EXERCISE DIRECTIONS: Find the word "lines" in the records and copy every line where it occurs.

SOURCE DATA:

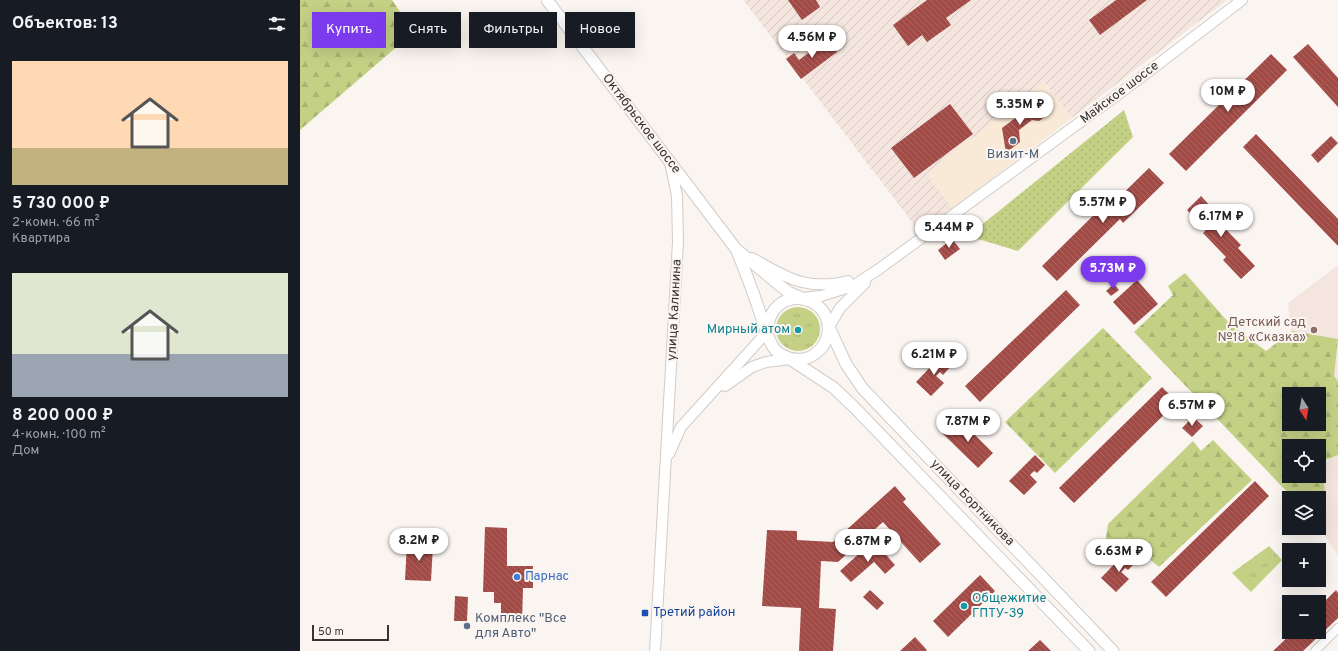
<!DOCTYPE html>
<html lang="ru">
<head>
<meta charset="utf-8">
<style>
  body { margin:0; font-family:Overpass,sans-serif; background:#20242c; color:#f1f3f6; height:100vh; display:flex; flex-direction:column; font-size:15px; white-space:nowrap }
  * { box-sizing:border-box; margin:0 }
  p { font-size:13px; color:#9ea1a6 }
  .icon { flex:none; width:22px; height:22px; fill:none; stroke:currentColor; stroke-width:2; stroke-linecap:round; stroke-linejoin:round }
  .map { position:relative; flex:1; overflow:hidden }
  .details { display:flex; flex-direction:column; background:#171b24; width:300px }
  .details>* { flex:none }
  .guide { position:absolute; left:12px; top:12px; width:380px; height:36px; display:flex; gap:8px }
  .needle { width:26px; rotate:169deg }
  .buttons { position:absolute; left:982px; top:387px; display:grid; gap:8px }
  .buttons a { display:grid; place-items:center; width:44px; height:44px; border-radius:0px; background:#171b24; box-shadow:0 4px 16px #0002; font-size:20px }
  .scale { position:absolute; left:12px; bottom:10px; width:77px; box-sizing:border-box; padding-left:4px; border:2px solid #373433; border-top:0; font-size:11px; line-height:14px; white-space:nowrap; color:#373433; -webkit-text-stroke:3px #fbf5f1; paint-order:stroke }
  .price { position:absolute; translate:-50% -34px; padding:0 9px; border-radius:14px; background:#fff; color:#222; font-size:13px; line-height:26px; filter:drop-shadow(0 1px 2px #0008) }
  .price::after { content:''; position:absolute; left:50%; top:24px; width:12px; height:9px; margin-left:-6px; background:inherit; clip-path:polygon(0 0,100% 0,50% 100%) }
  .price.selected { background:#7c3aed; color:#fff }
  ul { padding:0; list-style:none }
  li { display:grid; align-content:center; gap:8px; height:212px; padding:0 12px }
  li span { display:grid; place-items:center; height:124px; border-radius:0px; color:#555 }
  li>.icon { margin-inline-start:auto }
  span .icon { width:72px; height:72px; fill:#fffc; stroke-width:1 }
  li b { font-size:17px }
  h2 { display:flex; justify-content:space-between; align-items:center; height:48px; padding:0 12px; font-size:17px }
  .tag { padding:0 14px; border-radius:0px; background:#171b24; box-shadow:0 4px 16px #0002; font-size:14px; line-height:36px }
  .tag.selected { background:#7c3aed; color:#fff }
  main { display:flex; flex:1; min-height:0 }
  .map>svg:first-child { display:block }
  .commercial { fill:#f8ead7 }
  .industrial { fill:url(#industrial-furrows) }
  .built { fill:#f4e6de }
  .grass { fill:url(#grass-dots) }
  .forest { fill:url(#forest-firs); fill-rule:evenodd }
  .park { fill:url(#park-tufts) }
  .building { fill:url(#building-back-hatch) }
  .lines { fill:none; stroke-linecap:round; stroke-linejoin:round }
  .minor-casing { stroke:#d2ccc8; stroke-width:10 }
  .tertiary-casing { stroke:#d2ccc8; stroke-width:12 }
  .secondary-casing { stroke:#d2ccc8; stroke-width:13 }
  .minor { stroke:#fff; stroke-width:8 }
  .tertiary { stroke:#fff; stroke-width:10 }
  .secondary { stroke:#fff; stroke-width:11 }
  .service-dot { fill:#5c6f8a; stroke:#fbf5f1; stroke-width:1.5 }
  .culture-dot { fill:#0f9aa8; stroke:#fbf5f1; stroke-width:1.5 }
  .education-dot { fill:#8d6e63; stroke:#fbf5f1; stroke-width:1.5 }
  .shop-dot { fill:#3f7fe0; stroke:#fbf5f1; stroke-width:1.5 }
  .transit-dot { fill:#1a4fb4; stroke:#fbf5f1; stroke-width:1.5 }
  .labels { text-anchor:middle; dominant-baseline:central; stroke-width:4; stroke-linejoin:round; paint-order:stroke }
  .street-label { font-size:13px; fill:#373433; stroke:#fbf5f1 }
  .service-label { font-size:13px; fill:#4e5e75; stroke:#fbf5f1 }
  .education-label { font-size:13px; fill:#785e54; stroke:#fbf5f1; text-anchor:end }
  .culture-label { font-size:13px; fill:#0d838f; stroke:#fbf5f1; text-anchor:end }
  .shop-label { font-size:13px; fill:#366cbe; stroke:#fbf5f1; text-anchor:start }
  .transit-label { font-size:13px; fill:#164399; stroke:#fbf5f1; text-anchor:start }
</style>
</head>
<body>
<main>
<section class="details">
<h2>Объектов: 13<svg class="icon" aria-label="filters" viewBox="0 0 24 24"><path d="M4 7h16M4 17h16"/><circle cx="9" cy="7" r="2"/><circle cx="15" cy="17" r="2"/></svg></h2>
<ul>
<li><span style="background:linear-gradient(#ffd9b3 70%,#c2b280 0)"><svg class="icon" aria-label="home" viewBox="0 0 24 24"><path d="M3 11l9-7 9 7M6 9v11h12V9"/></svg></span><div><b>5 730 000 ₽</b><p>2-комн. · 66 m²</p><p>Квартира</p></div></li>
<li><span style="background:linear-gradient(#dfe7d0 65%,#9aa5b1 0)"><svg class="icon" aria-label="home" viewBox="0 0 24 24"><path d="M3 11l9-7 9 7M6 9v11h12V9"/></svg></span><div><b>8 200 000 ₽</b><p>4-комн. · 100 m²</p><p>Дом</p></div></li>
</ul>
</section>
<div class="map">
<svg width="1038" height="651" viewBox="0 0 1038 651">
  <defs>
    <pattern id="industrial-furrows" width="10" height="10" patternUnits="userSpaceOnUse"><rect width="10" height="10" fill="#f4e6de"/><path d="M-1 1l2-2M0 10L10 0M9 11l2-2" fill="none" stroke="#d2c6bf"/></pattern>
    <pattern id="grass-dots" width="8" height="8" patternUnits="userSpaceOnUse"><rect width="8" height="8" fill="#c4d185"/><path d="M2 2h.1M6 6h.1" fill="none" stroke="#a9b473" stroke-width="1.8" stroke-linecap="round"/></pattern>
    <pattern id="forest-firs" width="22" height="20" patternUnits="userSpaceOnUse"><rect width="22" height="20" fill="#c4d185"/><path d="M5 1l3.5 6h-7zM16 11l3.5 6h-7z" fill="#a9b473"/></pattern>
    <pattern id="park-tufts" width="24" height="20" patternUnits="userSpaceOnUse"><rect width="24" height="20" fill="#c4d185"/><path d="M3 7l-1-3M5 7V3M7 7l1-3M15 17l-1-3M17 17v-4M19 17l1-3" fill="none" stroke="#a9b473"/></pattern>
    <pattern id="building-back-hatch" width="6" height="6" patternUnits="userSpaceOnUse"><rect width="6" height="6" fill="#a14a46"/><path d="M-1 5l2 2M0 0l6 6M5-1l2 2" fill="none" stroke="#aa6865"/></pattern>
  </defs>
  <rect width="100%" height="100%" fill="#fbf5f1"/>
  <path class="commercial" d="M744 82 772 118 652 209 626 173Z"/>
  <path class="industrial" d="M443 0H927L772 118 744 82 627 173 652 209 621 234Z"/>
  <g class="built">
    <path d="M1038 265V405L1019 394 994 356 988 303Z"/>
    <path d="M1038 435V556L1019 527V498L1016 489Z"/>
  </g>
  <path class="grass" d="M824 110 833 137 718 251 668 236Z"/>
  <g class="forest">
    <path d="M0 0H92L114 32 0 130Z"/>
    <path d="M885 273 929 323 966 351 992 331 1038 339 1034 376 1038 381V455L1025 460 1024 480 1026 517 1019 514V498H993L834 332 873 295 868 286ZM989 394H1019V424H989ZM989 446H1019V476H989Z"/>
    <path d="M803 328 852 378 755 473 705 422Z"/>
    <path d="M913 440 952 480 859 567 831 544 803 559 808 524 893 441 901 451Z"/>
  </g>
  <g class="park">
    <circle cx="498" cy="329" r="22"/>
    <path d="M969 546 982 560 951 592 932 573Z"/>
  </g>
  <g class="building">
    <path d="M488 0H516L520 7 502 20Z"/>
    <path d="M627 0H671L646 18 651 25 627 42 622 35 608 46 593 25Z"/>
    <path d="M816 0H847L800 35 789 20Z"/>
    <path d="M528 39 537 52 501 79 486 59 494 53 499 60Z"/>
    <path d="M1008 44 1038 78V107L993 57Z"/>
    <path d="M971 54 987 70 886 171 869 154Z"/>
    <path d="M650 104 673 134 614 178 591 148Z"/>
    <path d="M734 104 745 117 739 121 732 120 719 130 720 142 706 153 702 128Z"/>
    <path d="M956 134 1038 219V246L943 147Z"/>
    <path d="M1031 136 1038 143 1018 163 1011 155Z"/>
    <path d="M849 168 864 183 823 223 820 219 757 281 742 266 806 203 809 207Z"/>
    <path d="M901 196 921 218 918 221 941 245 938 248 955 266 941 279 923 260 926 257 903 233 906 230 887 210Z"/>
    <path d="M652 239 660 249 645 260 638 250Z"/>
    <path d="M837 280 858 304 834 325 813 302Z"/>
    <path d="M814 284 819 290 811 296 806 291Z"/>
    <path d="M766 290 780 305 680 402 665 386Z"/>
    <path d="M641 356 651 366 643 375 640 372 636 376 644 383 631 396 616 382Z"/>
    <path d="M862 387 877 402 774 503 759 488Z"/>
    <path d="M893 417 903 426 892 437 882 428Z"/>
    <path d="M658 418 693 453 678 468 642 433Z"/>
    <path d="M735 455 745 465 737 473 734 471 730 475 737 482 724 495 709 481Z"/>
    <path d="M955 481 969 496 866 597 851 582Z"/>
    <path d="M595 486 606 499 603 502 641 544 620 563 583 522 538 562 521 561 519 608 536 609 533 651H499L501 608 462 606 467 530 497 531V540L533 542Z"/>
    <path d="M185 527 207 528V566H233V588H223L222 623 201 622V603H194V592H183Z"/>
    <path d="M107 543 133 545 131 581 105 580Z"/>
    <path d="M576 543 595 565 585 574 574 562 551 582 540 571 563 550 565 553Z"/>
    <path d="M826 552 836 562 828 570 825 568 821 572 829 579 816 592 801 578Z"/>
    <path d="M680 575 695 591 648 637 633 621Z"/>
    <path d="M570 590 584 603 577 610 563 597Z"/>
    <path d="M1036 590 1038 593V618L1003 651H973L993 632H1019V607Z"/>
    <path d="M155 596 168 597 167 621H154Z"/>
    <path d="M615 637 627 650 626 651H600Z"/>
    <path d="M740 640 751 651H728Z"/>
  </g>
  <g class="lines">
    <g class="minor-casing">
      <path id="minor" d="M1015 651 1038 628"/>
    </g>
    <g class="tertiary-casing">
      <g id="tertiary">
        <path d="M452 258C487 278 506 291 548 281"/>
        <path d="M502 298 521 296 553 286 579 269 831 85 942 0"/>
        <path d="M529 327 540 308 565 283"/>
        <path d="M425 386 452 367 466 362 490 359"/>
        <path d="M369 454 381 427 467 332"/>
        <path d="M355 651 378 242 377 196 370 162"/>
      </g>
    </g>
    <g class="secondary-casing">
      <g id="secondary">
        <path d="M247 0 436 249 488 292 502 298"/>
        <path d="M437 251C446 273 454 294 461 316 465 326 467 336 472 345 474 349 478 353 482 355 493 361 507 361 516 353 523 348 527 341 528 333 533 293 470 282 467 332"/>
        <path d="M529 327 546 364 563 389 813 651"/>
        <path d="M490 359 534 388 554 407 789 651"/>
      </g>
    </g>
    <use href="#minor" class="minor"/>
    <use href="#tertiary" class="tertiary"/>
    <use href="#secondary" class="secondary"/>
  </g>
  <g class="service-dot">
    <circle cx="713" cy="141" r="4"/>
    <circle cx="167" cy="626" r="4"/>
  </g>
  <g class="culture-dot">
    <circle cx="498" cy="330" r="4"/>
    <circle cx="664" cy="606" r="4"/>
  </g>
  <circle class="education-dot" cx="1014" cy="330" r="4"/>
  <circle class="shop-dot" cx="217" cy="577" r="4"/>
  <rect class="transit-dot" x="341" y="609" width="8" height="8" rx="2"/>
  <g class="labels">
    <g class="street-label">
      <text transform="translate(820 93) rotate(-37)">Майское шоссе</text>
      <text transform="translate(341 124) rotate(53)">Октябрьское шоссе</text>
      <text transform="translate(375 310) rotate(-87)">улица Калинина</text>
      <text transform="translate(672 503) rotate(46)">улица Бортникова</text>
    </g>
    <g class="service-label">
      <text x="713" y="155">Визит-М</text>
      <text x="175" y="619" text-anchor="start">Комплекс "Все<tspan x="175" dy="15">для Авто"</tspan></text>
    </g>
    <g class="education-label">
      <text x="1006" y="323">Детский сад<tspan x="1006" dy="15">№18 «Сказка»</tspan></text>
    </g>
    <g class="culture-label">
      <text x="490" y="330">Мирный атом</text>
      <text x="672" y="599" text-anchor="start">Общежитие<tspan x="672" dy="15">ГПТУ-39</tspan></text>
    </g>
    <g class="shop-label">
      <text x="225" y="577">Парнас</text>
    </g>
    <g class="transit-label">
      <text x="353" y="613">Третий район</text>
    </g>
  </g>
</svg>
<div class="buttons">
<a><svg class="needle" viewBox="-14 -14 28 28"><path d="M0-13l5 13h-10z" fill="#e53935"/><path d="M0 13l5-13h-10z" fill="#9ea1a6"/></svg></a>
<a><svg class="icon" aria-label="locate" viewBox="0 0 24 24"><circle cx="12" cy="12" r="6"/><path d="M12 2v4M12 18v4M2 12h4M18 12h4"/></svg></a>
<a><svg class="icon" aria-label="layers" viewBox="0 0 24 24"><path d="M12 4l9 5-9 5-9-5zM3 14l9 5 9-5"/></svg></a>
<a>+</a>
<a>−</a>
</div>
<div class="scale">50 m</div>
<b class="price" style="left:512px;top:59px">4.56M ₽</b>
<b class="price" style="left:928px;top:113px">10M ₽</b>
<b class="price" style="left:720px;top:126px">5.35M ₽</b>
<b class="price" style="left:803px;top:224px">5.57M ₽</b>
<b class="price" style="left:921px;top:238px">6.17M ₽</b>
<b class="price" style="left:649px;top:249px">5.44M ₽</b>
<b class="price selected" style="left:813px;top:290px">5.73M ₽</b>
<b class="price" style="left:634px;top:376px">6.21M ₽</b>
<b class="price" style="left:892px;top:427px">6.57M ₽</b>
<b class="price" style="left:668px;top:443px">7.87M ₽</b>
<b class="price" style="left:119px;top:562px">8.2M ₽</b>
<b class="price" style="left:568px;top:563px">6.87M ₽</b>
<b class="price" style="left:819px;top:573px">6.63M ₽</b>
<div class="guide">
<a class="tag selected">Купить</a>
<a class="tag">Снять</a>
<a class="tag">Фильтры</a>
<a class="tag">Новое</a>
</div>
</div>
</main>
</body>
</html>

RESPONSE TO THE TASK:
  .lines { fill:none; stroke-linecap:round; stroke-linejoin:round }
  <g class="lines">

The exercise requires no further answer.